Live Cell Imaging of Bioorthogonally Labelled Proteins Generated With a Single Pyrrolysine tRNA Gene

Genetic code expansion enables the incorporation of non-canonical amino acids (ncAAs) into expressed proteins. ncAAs are usually encoded by a stop codon that is decoded by an exogenous orthogonal aminoacyl tRNA synthetase and its cognate suppressor tRNA, such as the pyrrolysine synthetase/tRNACUAPyl pair. In such systems, stop codon suppression is dependent on the intracellular levels of the exogenous tRNA. Therefore, multiple copies of the tRNA^Pyl gene (PylT) are encoded to improve ncAA incorporation. However, certain applications in mammalian cells, such as live-cell imaging applications, where labelled tRNAs contribute to background fluorescence, can benefit from the use of less invasive minimal expression systems.

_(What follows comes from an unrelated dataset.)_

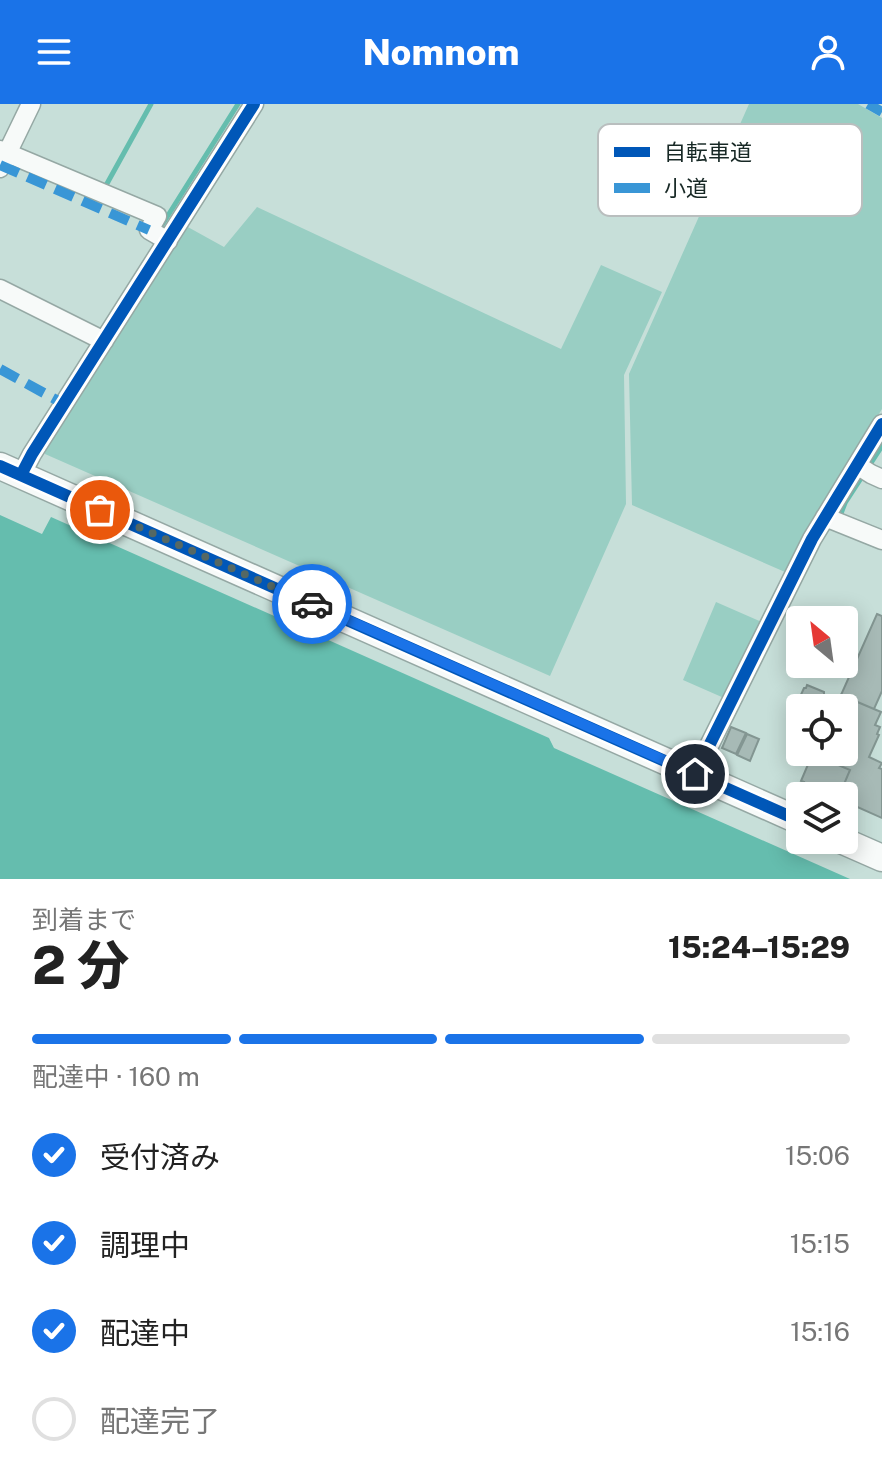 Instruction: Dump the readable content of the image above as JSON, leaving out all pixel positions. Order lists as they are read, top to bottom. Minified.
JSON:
{"legend":["自転車道","小道"],"north":"top left","page":{"header":"Nomnom","heading":["2 分","到着まで","15:24–15:29"],"bar":"配達中 · 160 m","list":[["受付済み","15:06"],["調理中","15:15"],["配達中","15:16"],"配達完了"]}} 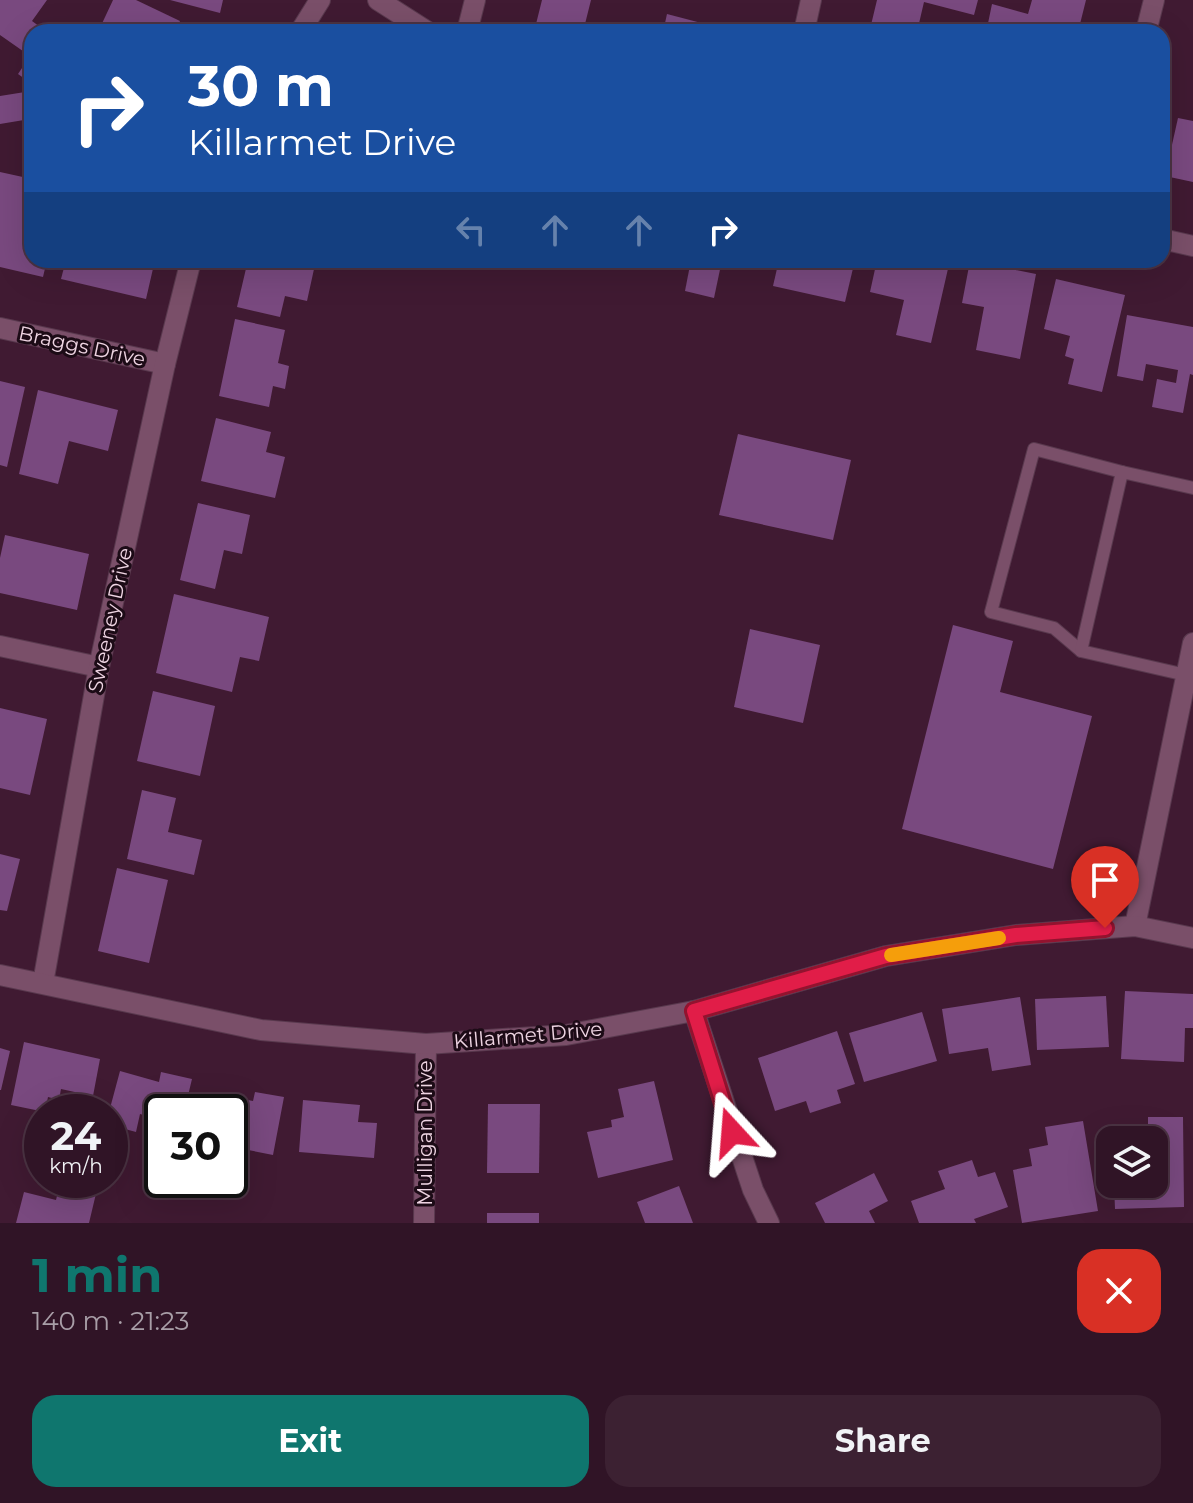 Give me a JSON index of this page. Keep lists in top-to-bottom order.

Accordingly, we studied the effect of tRNA^Pyl on live-cell fluorescence imaging of bioorthogonally-labelled intracellular proteins. We found that in COS7 cells, a decrease in PylT copy numbers had no measurable effect on protein expression levels. Importantly, reducing PylT copy numbers improved the quality of live-cell images by enhancing the signal-to-noise ratio and reducing an immobile tRNA^Pyl population. This enabled us to improve live cell imaging of bioorthogonally labelled intracellular proteins, and to simultaneously label two different proteins in a cell. Our results indicate that the number of introduced PylT genes can be minimized according to the transfected cell line, incorporated ncAA, and application.